だが、ノート達の召喚した死霊は普通の死霊とは異なる。
ネクロノミコンの能力、聖・光属性無効。これは所持者であるノートだけでなく、ノートが召喚した死霊にもこの能力が適用されている。つまり、ノートの召喚する死霊は生まれながらにして弱点属性を潰すことができてるのだ。
故に本来は苦手な属性が当たったとしてもむしろほとんどダメージを受けない。
『データは取れた。あとは適当に間引いていい』
『(๑•̀ㅂ•́)و✧ラジャー!』
わざわざ面倒な手順を踏んで僧侶系プレイヤー達をおびき寄せて攻撃させてみたが、彼らがヌコォの予想を上回ることはなかった。それに対し自分でも少し身勝手だと思いつつもヌコォは軽く失望する。
——————どうして魔法を撃った後にすぐに散開しないのだろう。なぜヒュディを見上げているだけなのだろう。
そんな暇があれば逃げればいいのに。第二射の準備をすればいいのに。あれではいい的だ。
あれでは、ノート兄さんが力説し、望んでいたプレイヤーには足りない。然らずんば、大きな絶望で目を覚まさせよう。
影のヒュディは上空で4つの剣を空に掲げる。わざと雷を纏うようなエフェクトを演出する。漆黒の隕石を騙し絵で描く。
そして空に文字を浮かび上がらせる。
【流落散輝】
それは自分の主人であるノートの命を奪った憎き覚醒ヒュディの技。
今までは余計なリソースを消費を避けるべく手加減していたが、それを解禁し平剣にリソースを捧げる。

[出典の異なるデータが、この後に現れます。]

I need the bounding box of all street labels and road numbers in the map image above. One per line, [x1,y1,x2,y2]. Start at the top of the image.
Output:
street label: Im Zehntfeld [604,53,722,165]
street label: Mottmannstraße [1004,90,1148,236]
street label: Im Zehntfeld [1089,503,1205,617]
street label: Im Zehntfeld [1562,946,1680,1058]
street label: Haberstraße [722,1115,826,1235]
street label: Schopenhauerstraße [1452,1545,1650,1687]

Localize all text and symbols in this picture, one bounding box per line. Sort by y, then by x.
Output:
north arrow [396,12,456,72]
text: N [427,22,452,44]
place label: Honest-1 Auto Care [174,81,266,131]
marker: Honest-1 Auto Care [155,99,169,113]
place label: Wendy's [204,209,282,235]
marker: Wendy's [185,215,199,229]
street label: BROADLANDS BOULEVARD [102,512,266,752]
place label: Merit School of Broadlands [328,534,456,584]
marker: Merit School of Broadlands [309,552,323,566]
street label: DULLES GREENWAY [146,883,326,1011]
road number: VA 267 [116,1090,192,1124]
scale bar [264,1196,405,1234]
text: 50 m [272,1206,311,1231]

影を使った人力流落散輝。空から突撃し、容赦なく振り下ろされた影の平剣は一撃で僧侶組を葬り去る。
見た目から勘違いしやすいが、影の幻影は闇魔法から編み上げた幻影である。その攻撃は物理ではなく、魔法。聖職者は魔術師経由なので精神力が高く魔法防御力は低くないが、光と闇は相克の関係。光。聖属性特化であるが故に、逆に僧侶は闇に弱い。
剣自体は見た目より攻撃性が無いが、ある意味闇魔法の塊のようなものだ。そんな物で殴られたら僧侶は一たまりもない。
死霊は待機状態になっている時は実体化していないが、意識はノートと紐づいている。外界を認識している。グレゴリは誰よりも近くでノートが直撃した【流落散輝】を見ている。
そのグレゴリが模倣した一撃は、プレイヤー達の意思にも大きな罅を入れ、絶望の沼が彼らの足を飲み込みつつあった。